_PROBLEM STATEMENT:_
Every line in the listing is to be echoed verbatim.

_RECORDS SHOWN:_
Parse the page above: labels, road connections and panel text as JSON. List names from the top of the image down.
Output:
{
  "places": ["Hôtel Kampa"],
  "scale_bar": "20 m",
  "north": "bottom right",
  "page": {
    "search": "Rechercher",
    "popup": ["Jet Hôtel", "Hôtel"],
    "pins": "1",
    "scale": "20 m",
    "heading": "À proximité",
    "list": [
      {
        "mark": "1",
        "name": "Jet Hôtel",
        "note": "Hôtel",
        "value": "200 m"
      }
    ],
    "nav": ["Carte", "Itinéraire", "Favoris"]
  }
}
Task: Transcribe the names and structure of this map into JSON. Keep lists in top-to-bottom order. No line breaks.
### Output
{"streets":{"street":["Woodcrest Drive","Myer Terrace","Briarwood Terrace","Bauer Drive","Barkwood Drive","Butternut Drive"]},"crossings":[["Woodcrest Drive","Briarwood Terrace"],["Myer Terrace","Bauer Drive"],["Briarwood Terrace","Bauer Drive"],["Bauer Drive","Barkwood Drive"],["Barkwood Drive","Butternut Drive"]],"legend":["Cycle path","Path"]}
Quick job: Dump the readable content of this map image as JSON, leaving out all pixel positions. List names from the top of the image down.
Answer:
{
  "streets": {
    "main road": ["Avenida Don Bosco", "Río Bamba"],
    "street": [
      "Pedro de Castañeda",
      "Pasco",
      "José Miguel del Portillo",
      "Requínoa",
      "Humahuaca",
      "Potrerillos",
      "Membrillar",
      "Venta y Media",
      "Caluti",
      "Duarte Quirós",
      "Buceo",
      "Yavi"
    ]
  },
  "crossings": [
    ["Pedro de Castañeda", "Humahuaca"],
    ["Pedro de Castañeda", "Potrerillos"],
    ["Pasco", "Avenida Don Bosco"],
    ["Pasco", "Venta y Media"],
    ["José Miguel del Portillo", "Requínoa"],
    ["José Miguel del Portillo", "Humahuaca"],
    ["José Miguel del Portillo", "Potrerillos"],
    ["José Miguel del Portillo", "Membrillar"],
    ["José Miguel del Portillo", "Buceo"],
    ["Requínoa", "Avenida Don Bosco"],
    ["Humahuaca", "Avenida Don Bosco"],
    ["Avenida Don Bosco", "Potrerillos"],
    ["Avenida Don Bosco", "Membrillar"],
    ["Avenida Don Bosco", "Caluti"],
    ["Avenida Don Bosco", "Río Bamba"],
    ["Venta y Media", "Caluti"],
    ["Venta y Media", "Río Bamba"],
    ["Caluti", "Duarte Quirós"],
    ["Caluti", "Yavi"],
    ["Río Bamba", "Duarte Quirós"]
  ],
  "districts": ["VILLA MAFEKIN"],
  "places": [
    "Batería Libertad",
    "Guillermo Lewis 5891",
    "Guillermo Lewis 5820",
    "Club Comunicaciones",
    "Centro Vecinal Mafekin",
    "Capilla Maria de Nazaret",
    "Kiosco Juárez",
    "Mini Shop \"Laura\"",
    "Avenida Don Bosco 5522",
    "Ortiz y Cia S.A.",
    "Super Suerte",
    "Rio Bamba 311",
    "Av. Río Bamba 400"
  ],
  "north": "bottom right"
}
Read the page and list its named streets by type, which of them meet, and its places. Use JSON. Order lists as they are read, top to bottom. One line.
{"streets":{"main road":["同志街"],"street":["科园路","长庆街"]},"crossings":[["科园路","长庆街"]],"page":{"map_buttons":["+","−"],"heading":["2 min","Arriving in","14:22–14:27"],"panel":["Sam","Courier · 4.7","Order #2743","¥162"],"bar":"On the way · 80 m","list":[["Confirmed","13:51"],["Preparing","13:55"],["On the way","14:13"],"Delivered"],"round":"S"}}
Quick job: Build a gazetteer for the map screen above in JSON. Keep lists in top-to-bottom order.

_RESULT OF THIS TASK:_
Parse the page above: labels, road connections and panel text as JSON. List names from the top of the image down.
Output:
{
  "places": ["Hôtel Kampa"],
  "scale_bar": "20 m",
  "north": "bottom right",
  "page": {
    "search": "Rechercher",
    "popup": ["Jet Hôtel", "Hôtel"],
    "pins": "1",
    "scale": "20 m",
    "heading": "À proximité",
    "list": [
      {
        "mark": "1",
        "name": "Jet Hôtel",
        "note": "Hôtel",
        "value": "200 m"
      }
    ],
    "nav": ["Carte", "Itinéraire", "Favoris"]
  }
}
Task: Transcribe the names and structure of this map into JSON. Keep lists in top-to-bottom order. No line breaks.
### Output
{"streets":{"street":["Woodcrest Drive","Myer Terrace","Briarwood Terrace","Bauer Drive","Barkwood Drive","Butternut Drive"]},"crossings":[["Woodcrest Drive","Briarwood Terrace"],["Myer Terrace","Bauer Drive"],["Briarwood Terrace","Bauer Drive"],["Bauer Drive","Barkwood Drive"],["Barkwood Drive","Butternut Drive"]],"legend":["Cycle path","Path"]}
Quick job: Dump the readable content of this map image as JSON, leaving out all pixel positions. List names from the top of the image down.
Answer:
{
  "streets": {
    "main road": ["Avenida Don Bosco", "Río Bamba"],
    "street": [
      "Pedro de Castañeda",
      "Pasco",
      "José Miguel del Portillo",
      "Requínoa",
      "Humahuaca",
      "Potrerillos",
      "Membrillar",
      "Venta y Media",
      "Caluti",
      "Duarte Quirós",
      "Buceo",
      "Yavi"
    ]
  },
  "crossings": [
    ["Pedro de Castañeda", "Humahuaca"],
    ["Pedro de Castañeda", "Potrerillos"],
    ["Pasco", "Avenida Don Bosco"],
    ["Pasco", "Venta y Media"],
    ["José Miguel del Portillo", "Requínoa"],
    ["José Miguel del Portillo", "Humahuaca"],
    ["José Miguel del Portillo", "Potrerillos"],
    ["José Miguel del Portillo", "Membrillar"],
    ["José Miguel del Portillo", "Buceo"],
    ["Requínoa", "Avenida Don Bosco"],
    ["Humahuaca", "Avenida Don Bosco"],
    ["Avenida Don Bosco", "Potrerillos"],
    ["Avenida Don Bosco", "Membrillar"],
    ["Avenida Don Bosco", "Caluti"],
    ["Avenida Don Bosco", "Río Bamba"],
    ["Venta y Media", "Caluti"],
    ["Venta y Media", "Río Bamba"],
    ["Caluti", "Duarte Quirós"],
    ["Caluti", "Yavi"],
    ["Río Bamba", "Duarte Quirós"]
  ],
  "districts": ["VILLA MAFEKIN"],
  "places": [
    "Batería Libertad",
    "Guillermo Lewis 5891",
    "Guillermo Lewis 5820",
    "Club Comunicaciones",
    "Centro Vecinal Mafekin",
    "Capilla Maria de Nazaret",
    "Kiosco Juárez",
    "Mini Shop \"Laura\"",
    "Avenida Don Bosco 5522",
    "Ortiz y Cia S.A.",
    "Super Suerte",
    "Rio Bamba 311",
    "Av. Río Bamba 400"
  ],
  "north": "bottom right"
}
Read the page and list its named streets by type, which of them meet, and its places. Use JSON. Order lists as they are read, top to bottom. One line.
{"streets":{"main road":["同志街"],"street":["科园路","长庆街"]},"crossings":[["科园路","长庆街"]],"page":{"map_buttons":["+","−"],"heading":["2 min","Arriving in","14:22–14:27"],"panel":["Sam","Courier · 4.7","Order #2743","¥162"],"bar":"On the way · 80 m","list":[["Confirmed","13:51"],["Preparing","13:55"],["On the way","14:13"],"Delivered"],"round":"S"}}
Quick job: Build a gazetteer for the map screen above in JSON. Keep lists in top-to-bottom order.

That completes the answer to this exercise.